Quotes 12-2-2014
by Miles Raymer
“It is time for a new form of motivation. Turning our backs on hope might be the best thing we can do at this moment in time. To be motivated by hope is to be stripped naked, to be vulnerable, to be disempowered. To be motivated by a sense of obligation, a commitment to virtue, is to put on a Kevlar bodysuit. ‘Lack of power consists only in this,’ Baruch Spinoza points out, ‘that a man allows himself to be guided by things outside him, and to be determined by them.’ Psychopathic serial killers tell us that the way they control their victims is to give them little tastes, little slivers of hope––but when their victims lose hope, they can no longer be controlled.
The writer Derrick Jensen nails it when he proclaims that he does not ‘have much hope. But I think that’s a good thing. Hope is what keeps us chained to the system, the conglomerate of people and ideas and ideals that is causing the destruction of the Earth….A WONDERFUL THING happens when you give up on hope, which is that you realize you never needed it in the first place.’ You are free to act rightly, because it is the right way to act and not because your action will move you or the world toward some future state.

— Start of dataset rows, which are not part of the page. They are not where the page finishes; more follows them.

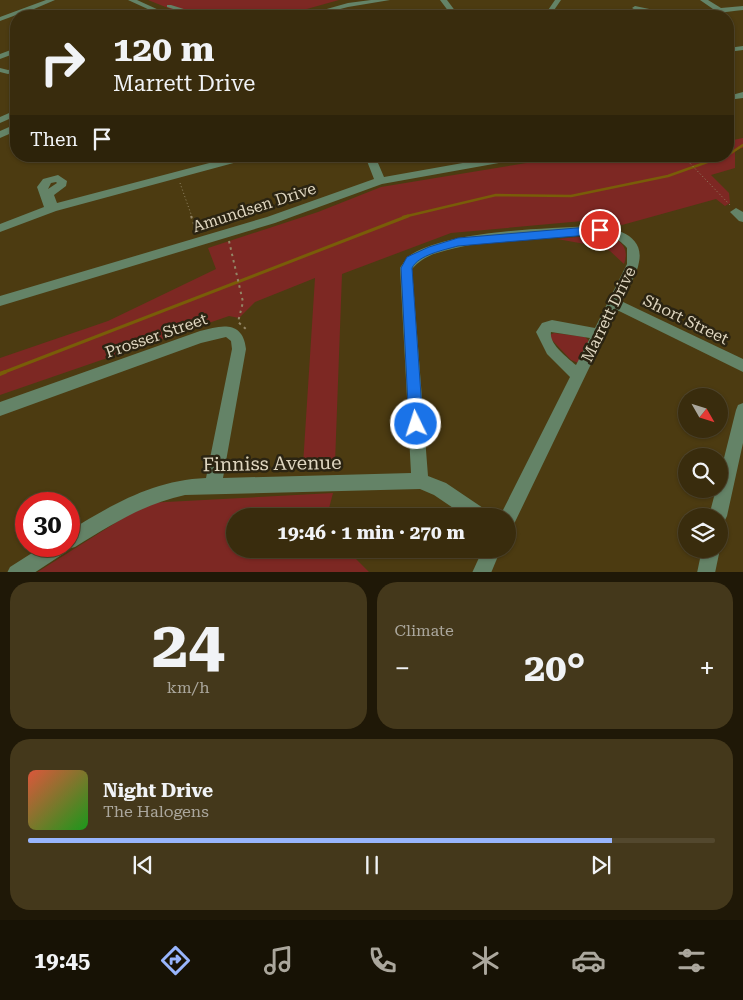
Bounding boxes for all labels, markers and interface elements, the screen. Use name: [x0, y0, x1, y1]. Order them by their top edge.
text: 120 m: [113, 29, 214, 70]
icon: right: [30, 30, 95, 95]
text: Marrett Drive: [113, 71, 255, 96]
icon: arrive: [88, 125, 116, 153]
text: Then: [30, 128, 78, 151]
street label: Amundsen Drive: [190, 179, 318, 236]
pin: [579, 209, 621, 251]
icon: arrive: [586, 216, 614, 244]
street label: Marrett Drive: [577, 263, 640, 365]
street label: Short Street: [640, 291, 732, 348]
street label: Prosser Street: [103, 309, 210, 362]
north arrow: [678, 388, 728, 438]
map controls: [678, 388, 728, 558]
position arrow: [389, 397, 441, 449]
button: search: [678, 448, 728, 498]
street label: Finniss Avenue: [202, 451, 342, 476]
speed limit sign: 30: [15, 492, 80, 557]
button: layers: [678, 508, 728, 558]
text: 19:46 · 1 min · 270 m: [277, 521, 465, 544]
text: 24: [152, 607, 225, 683]
text: Climate: [395, 621, 454, 640]
text: 20°: [524, 646, 585, 690]
text: −: [395, 652, 410, 685]
text: +: [699, 652, 715, 685]
text: km/h: [167, 678, 210, 697]
text: Night Drive: [103, 779, 213, 802]
text: The Halogens: [103, 802, 209, 821]
icon: previous: [129, 851, 157, 879]
icon: pause: [358, 851, 386, 879]
icon: next: [587, 851, 615, 879]
icon: directions: [158, 943, 193, 978]
icon: music: [261, 943, 296, 978]
icon: phone: [365, 943, 400, 978]
icon: climate: [468, 943, 503, 978]
icon: car: [571, 943, 606, 978]
icon: filters: [674, 943, 709, 978]
text: 19:45: [34, 948, 90, 973]

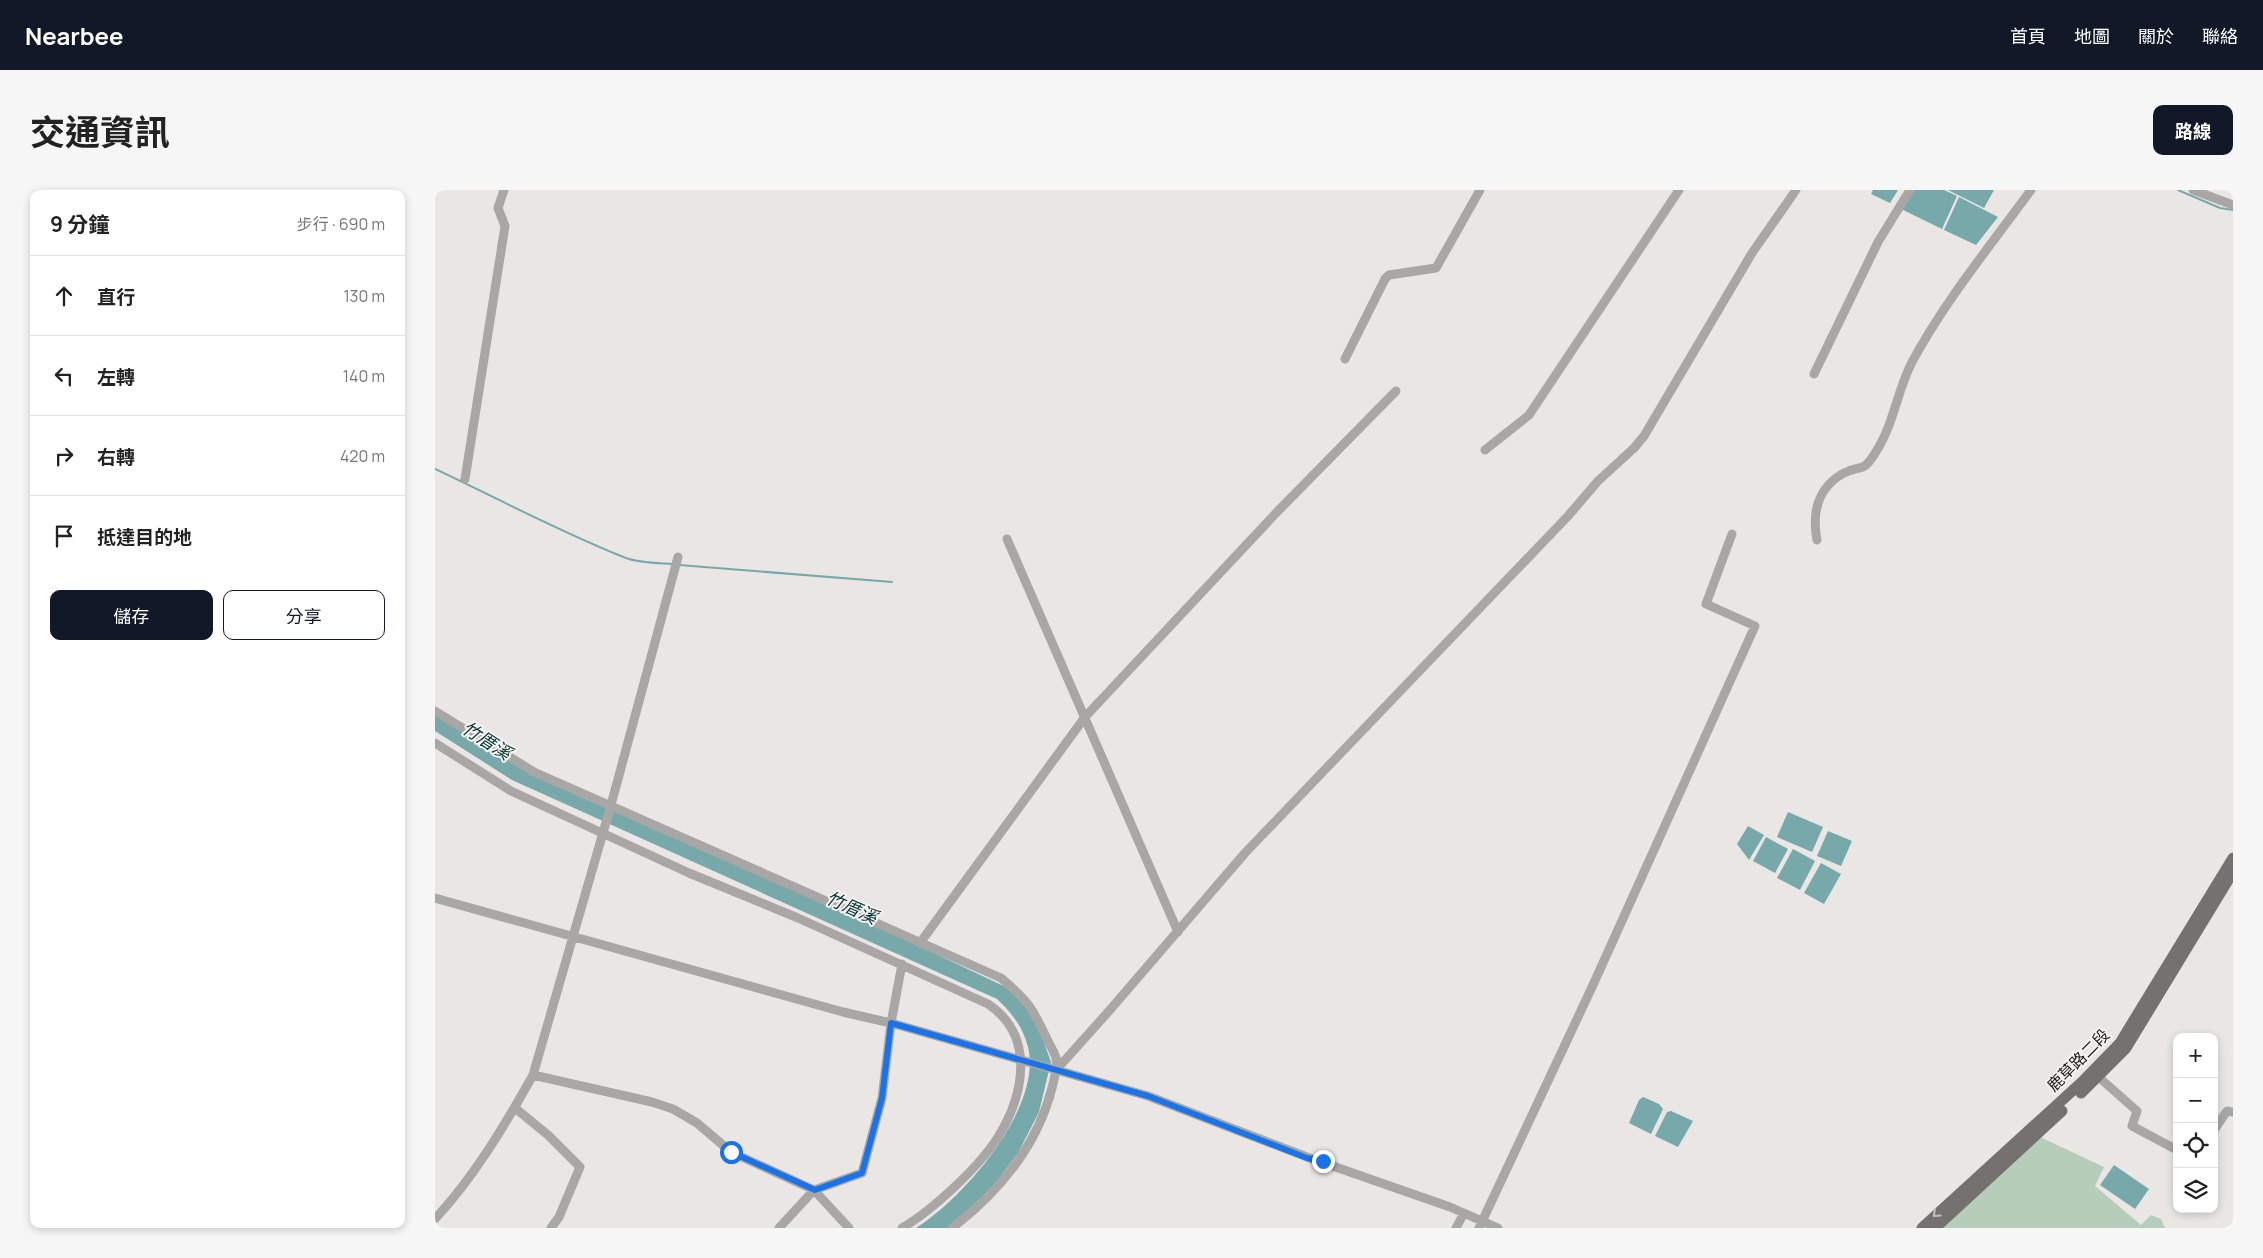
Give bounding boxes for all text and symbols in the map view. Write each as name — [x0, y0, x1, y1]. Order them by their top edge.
text: Nearbee — [25, 19, 124, 52]
text: 首頁 — [2010, 24, 2046, 48]
text: 地圖 — [2074, 24, 2110, 48]
text: 關於 — [2138, 24, 2174, 48]
text: 聯絡 — [2202, 24, 2238, 48]
button: 路線 — [2153, 105, 2233, 155]
text: 交通資訊 — [30, 108, 170, 156]
text: 9 分鐘 — [50, 210, 109, 238]
text: 步行 · 690 m — [297, 213, 385, 235]
icon: ahead — [50, 282, 78, 310]
text: 直行 — [97, 284, 135, 310]
text: 130 m — [343, 285, 385, 307]
icon: left — [50, 362, 78, 390]
text: 左轉 — [97, 364, 135, 390]
text: 140 m — [343, 365, 385, 387]
icon: right — [50, 442, 78, 470]
text: 右轉 — [97, 444, 135, 470]
text: 420 m — [340, 445, 385, 467]
icon: arrive — [50, 522, 78, 550]
text: 抵達目的地 — [97, 524, 192, 550]
button: 儲存 — [50, 590, 213, 640]
button: 分享 — [223, 590, 385, 640]
water label: 竹厝溪 — [458, 715, 519, 766]
water label: 竹厝溪 — [822, 885, 884, 930]
street label: 鹿草路二段 — [2042, 1024, 2114, 1096]
map controls — [2173, 1033, 2218, 1213]
button: + — [2173, 1033, 2218, 1078]
button: − — [2173, 1078, 2218, 1123]
button: locate — [2173, 1123, 2218, 1168]
route start — [720, 1141, 743, 1164]
route end — [1312, 1150, 1335, 1173]
button: layers — [2173, 1168, 2218, 1213]
one-way arrow — [1932, 1208, 1941, 1217]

So here’s what I want, what I think we need so desperately. I want us to replace ‘I hope’ with ‘I resolve to do the work’ or ‘I will be this kind of person, I will live this kind of life’ or any sort of utterance that focuses on virtue rather than on consequence. Any sort of commitment that is not subject to the fickle and fragile focus on the results of our actions and commitments. This, I think, is the new ethic in the face of a future without hope. This is the only moral anchor imaginable in the sea change rolling our way.”
––Moral Ground: Ethical Action for a Planet in Peril, “To a Future Without Hope,” by Michael P. Nelson, pg. 460-1
“Life had gotten back on its own sweet keel. The uprooted corn was gathered together by the children, and a week after Nort’s resurrection, they burned it in the middle of the street. The fire was momentarily bright and most of the barflies stepped or staggered out to watch. They looked primitive. Their faces seemed to float between the flames and the ice-chip brilliance of the sky. Allie watched them and felt a pang of fleeting despair for the sad times of this world. The loss. Things had stretched apart. There was no glue at the center anymore. Somewhere something was tottering, and when it fell, all would end.”